# Church ain’t over until the snakes are back in the bag



## Necsus

Ciao, WRF!

Nel film 'Out Of The Furnace' ho trovato quest'espressione che non so esattamente come rendere in italiano. Ho visto che se ne è parlato anche nel forum inglese/spagnolo, ma non mi è stato molto d'aiuto.
Russell è entra nell'ufficio di Petty mentre ci sono due persone abbastanza rozze e minacciose, quando se ne vanno gli chiede chi siano e la risposta di Petty è: 
"Inbred mountain folk from Jersey. *Church ain’t over until the snakes are back in the bag*… if you know what I mean".

Qualche suggerimento?
Grazie!


----------



## joanvillafane

Hi Necsus, it's a reference to a fundamentalist sect that uses snakes as part of the service.  
http://swampland.time.com/2013/09/09/snake-salvation-one-way-to-pray-in-appalachia/

I don't know why he says "Jersey" - this is usually associated with rural, Southern folks.  In any case, it's clear it's a derogatory statement (followed "inbred mountain folk") 
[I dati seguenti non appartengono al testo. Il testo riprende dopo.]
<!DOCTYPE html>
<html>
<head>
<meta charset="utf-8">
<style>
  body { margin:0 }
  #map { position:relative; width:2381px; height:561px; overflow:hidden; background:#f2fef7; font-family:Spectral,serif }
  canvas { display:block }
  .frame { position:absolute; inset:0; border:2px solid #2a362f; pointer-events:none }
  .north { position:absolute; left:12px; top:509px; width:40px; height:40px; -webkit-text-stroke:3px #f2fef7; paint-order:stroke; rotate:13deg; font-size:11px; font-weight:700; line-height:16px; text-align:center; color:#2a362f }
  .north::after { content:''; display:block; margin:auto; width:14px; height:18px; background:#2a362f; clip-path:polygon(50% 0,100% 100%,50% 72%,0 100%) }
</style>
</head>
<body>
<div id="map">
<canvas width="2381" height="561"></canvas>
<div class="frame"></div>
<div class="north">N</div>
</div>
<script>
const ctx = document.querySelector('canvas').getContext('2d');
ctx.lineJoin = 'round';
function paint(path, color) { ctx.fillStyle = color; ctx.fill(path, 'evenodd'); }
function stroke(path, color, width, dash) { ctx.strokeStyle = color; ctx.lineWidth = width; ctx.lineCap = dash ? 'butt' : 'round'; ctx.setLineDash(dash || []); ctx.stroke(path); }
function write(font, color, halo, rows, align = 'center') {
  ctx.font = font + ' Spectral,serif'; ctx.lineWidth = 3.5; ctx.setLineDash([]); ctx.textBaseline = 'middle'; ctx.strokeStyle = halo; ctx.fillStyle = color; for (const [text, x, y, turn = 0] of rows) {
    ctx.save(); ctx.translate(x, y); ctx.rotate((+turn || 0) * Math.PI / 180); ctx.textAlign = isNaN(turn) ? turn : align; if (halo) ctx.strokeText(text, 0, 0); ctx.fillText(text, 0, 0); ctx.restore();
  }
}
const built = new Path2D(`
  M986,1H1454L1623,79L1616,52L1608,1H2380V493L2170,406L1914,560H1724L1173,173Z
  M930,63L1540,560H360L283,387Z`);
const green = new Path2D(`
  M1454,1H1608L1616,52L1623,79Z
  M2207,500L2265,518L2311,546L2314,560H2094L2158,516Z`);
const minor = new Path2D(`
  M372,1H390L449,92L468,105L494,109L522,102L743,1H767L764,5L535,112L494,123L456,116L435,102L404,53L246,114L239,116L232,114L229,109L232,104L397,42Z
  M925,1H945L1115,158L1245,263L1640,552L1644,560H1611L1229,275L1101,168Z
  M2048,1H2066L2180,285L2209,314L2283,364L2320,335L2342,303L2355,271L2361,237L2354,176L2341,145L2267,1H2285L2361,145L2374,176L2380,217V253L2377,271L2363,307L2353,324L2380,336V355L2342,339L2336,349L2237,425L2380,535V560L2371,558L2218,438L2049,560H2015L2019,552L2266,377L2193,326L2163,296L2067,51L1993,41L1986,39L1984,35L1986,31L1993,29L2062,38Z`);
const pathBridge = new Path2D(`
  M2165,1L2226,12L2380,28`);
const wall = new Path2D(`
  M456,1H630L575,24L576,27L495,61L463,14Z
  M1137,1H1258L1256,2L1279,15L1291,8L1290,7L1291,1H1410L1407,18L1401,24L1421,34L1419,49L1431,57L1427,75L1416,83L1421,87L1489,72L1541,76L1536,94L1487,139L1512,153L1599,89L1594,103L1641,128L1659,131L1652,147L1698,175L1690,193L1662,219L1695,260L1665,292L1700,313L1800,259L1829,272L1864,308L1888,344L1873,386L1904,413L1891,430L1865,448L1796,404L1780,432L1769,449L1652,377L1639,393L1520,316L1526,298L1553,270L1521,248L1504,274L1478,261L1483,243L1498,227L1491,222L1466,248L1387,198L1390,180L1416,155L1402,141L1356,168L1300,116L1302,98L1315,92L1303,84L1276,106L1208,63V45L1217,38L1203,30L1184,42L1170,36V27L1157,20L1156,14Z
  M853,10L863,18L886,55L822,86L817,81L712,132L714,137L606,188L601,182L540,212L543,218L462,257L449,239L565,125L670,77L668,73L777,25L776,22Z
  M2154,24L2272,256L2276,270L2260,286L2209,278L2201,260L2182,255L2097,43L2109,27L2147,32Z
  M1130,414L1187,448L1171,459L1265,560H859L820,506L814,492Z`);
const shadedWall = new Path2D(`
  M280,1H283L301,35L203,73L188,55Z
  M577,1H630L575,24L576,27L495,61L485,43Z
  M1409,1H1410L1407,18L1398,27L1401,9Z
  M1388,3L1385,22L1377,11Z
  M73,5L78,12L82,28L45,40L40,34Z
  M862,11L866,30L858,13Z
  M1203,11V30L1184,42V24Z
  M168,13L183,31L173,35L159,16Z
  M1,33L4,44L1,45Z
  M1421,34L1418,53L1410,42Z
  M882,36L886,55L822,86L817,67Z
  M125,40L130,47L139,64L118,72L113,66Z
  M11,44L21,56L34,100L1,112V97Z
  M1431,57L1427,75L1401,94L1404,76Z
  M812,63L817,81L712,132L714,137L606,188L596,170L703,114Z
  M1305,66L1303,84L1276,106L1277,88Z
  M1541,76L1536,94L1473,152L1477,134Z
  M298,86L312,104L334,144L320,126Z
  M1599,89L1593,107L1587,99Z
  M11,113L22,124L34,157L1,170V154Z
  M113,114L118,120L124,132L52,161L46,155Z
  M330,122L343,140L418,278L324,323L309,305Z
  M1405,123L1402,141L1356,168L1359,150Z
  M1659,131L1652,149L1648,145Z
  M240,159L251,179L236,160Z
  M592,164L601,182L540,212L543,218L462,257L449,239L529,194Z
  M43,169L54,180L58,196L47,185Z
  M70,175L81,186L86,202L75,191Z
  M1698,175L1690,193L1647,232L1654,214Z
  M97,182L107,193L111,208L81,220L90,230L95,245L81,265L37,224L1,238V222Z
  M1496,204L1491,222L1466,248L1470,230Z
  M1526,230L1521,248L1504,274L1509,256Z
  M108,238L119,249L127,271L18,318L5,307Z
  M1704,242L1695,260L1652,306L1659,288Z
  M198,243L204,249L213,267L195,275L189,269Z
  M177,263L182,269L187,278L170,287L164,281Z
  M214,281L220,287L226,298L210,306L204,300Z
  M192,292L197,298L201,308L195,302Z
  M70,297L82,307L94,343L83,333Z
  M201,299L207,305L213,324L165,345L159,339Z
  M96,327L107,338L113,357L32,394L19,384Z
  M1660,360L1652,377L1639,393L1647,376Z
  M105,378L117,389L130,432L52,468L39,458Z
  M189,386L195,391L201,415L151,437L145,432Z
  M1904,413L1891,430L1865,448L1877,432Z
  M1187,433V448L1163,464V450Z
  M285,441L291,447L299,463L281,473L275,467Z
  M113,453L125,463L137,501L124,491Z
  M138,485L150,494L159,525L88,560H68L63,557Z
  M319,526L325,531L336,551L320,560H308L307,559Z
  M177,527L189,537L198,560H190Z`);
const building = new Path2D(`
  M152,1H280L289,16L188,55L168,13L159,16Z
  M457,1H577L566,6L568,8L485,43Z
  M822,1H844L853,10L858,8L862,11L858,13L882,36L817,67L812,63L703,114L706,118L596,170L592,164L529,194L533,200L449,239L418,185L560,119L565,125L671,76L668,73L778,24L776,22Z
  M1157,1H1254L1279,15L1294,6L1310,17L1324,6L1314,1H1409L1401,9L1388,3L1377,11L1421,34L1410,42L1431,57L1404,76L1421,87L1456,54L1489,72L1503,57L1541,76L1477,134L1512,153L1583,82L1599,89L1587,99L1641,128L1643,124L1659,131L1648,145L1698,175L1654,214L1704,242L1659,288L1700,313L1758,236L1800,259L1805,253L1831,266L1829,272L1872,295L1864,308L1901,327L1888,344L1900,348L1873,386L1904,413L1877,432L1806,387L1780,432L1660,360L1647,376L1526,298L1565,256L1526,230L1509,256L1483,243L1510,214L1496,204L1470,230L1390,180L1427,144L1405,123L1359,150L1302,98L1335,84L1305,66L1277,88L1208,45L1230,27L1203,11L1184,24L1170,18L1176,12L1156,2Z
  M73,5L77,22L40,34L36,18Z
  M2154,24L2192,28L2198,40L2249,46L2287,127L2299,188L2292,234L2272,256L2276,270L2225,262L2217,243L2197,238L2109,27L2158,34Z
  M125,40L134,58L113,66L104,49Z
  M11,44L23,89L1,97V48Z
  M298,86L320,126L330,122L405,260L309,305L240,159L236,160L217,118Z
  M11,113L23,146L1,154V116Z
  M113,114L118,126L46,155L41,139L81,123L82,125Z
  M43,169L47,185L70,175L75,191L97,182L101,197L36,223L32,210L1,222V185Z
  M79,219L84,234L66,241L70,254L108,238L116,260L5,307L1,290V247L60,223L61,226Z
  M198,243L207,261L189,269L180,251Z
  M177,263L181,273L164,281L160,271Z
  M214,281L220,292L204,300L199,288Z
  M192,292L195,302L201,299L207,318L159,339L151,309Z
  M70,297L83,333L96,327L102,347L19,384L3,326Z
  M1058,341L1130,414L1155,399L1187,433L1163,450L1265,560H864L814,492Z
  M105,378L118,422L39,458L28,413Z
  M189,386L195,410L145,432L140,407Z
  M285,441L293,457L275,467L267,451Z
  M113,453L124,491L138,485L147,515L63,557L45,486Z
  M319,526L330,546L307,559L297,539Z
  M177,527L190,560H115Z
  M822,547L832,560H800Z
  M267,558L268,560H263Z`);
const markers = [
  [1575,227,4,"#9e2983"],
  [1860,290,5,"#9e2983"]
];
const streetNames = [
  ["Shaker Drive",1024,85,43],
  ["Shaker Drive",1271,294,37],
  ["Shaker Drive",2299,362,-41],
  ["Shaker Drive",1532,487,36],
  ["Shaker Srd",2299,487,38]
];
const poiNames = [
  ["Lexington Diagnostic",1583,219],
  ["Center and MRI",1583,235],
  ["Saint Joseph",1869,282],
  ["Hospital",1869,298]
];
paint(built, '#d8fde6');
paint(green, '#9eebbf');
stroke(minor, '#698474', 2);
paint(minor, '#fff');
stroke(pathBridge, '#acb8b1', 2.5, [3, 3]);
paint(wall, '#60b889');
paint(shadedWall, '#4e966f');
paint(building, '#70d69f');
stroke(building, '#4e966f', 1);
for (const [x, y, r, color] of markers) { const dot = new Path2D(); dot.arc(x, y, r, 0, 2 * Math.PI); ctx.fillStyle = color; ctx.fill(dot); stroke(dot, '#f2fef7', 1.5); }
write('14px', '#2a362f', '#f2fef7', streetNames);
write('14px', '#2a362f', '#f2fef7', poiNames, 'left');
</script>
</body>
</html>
So the expression means they are part of the snake-handling church crowd.


----------



## Citrinette

Ciao Necsus,
Ci sono tante messe che usano serpenti, la messa non può finire finché non sono tutti raccolti e messi via. Forse bisogna capire chi sono queste due persone e che ruolo hanno nel film (non l'ho visto). Ma direi che si intende che non si riesce ad andare a casa finché tutto sia a posto.


----------



## Necsus

Hmm... Se è così, per noi direi che il riferimento non ha alcun senso, i serpenti in chiesa non credo che siano visti meglio dei cani...! 
Ma al di là del significato letterale, quale può essere il senso di questo idiom? In quali occasioni si usa? I due, o meglio il capo, Degroat, sono chiaramente dei delinquenti: spacciatori, trafficanti, strozzini e chi più ne ha più ne metta...


----------



## joanvillafane

To me, it's just a way for him to characterize these two.  low-class, not very smart, etc..... Probably gullible.  Is he planning to cheat them in some way?


----------



## Citrinette

Di sicuro non è una frase idiomatica. E' semplicemente un riferimento ad una usanza... c'e anche in Italia. Ma più che altro bisognerebbe capire meglio il contesto della frase. I due sono solo personaggi momentanei o si presentano altre volte nel film? In che momento si presentano nell'ufficio di Patty, alla fine della giornata per caso?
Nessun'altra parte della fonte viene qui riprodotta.